- Born: 9 November 1970 (age 55) Lagos Island, Nigeria
- Education: Theatre arts, University of Lagos
- Occupations: Actress, former model
- Years active: 1997-2013
- Spouse: Mr Alaka

= Lilian Bach =

Nigerian actress

Lilian Bola Bach is a Nigerian actress and model.

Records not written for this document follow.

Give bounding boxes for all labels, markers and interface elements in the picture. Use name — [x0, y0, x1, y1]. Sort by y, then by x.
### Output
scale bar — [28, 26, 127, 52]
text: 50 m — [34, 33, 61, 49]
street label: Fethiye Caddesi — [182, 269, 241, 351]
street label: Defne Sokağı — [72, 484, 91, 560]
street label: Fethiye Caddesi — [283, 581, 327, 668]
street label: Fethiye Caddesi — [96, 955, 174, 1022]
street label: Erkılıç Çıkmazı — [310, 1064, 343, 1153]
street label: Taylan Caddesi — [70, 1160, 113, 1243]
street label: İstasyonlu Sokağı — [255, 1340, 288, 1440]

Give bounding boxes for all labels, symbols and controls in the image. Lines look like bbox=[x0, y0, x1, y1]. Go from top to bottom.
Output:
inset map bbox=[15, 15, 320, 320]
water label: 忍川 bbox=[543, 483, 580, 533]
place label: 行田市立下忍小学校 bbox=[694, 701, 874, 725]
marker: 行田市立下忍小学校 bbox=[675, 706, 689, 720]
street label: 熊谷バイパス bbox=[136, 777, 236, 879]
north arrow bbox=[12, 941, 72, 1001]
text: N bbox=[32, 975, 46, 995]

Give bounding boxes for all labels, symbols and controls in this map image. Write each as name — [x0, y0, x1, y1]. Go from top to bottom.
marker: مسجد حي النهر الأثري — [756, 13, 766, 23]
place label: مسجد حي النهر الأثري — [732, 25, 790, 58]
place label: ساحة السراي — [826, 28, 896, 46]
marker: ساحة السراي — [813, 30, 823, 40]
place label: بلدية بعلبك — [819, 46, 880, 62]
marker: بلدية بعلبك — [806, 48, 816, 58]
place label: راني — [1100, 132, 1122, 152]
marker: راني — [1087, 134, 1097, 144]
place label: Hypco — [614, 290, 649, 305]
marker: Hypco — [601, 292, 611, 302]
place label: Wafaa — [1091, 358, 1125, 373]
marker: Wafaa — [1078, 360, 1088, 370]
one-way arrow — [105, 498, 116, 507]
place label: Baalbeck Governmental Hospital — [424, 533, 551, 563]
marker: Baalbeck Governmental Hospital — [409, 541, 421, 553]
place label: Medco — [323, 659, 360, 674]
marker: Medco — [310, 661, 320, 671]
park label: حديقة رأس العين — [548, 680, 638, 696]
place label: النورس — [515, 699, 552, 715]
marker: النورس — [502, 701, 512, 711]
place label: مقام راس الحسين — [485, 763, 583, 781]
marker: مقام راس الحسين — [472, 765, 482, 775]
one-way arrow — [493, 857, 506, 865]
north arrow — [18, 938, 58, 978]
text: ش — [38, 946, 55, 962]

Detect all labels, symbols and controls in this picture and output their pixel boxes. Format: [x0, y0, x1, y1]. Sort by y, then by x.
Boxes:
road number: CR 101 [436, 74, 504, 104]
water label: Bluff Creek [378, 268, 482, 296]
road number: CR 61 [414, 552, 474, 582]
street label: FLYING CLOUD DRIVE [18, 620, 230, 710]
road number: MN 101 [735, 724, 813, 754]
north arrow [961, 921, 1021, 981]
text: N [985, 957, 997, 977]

==Early life and education==
Lilian was born in Lagos Island to a Yoruba mother and a Polish father. As a result of her father's profession, she lived in various parts of the country during her formative years, attending Army Children's school, Port Harcourt, Rivers State and Idi Araba Secondary School, Lagos. She briefly majored in theatre arts at the University of Lagos She lost her father at the age of ten.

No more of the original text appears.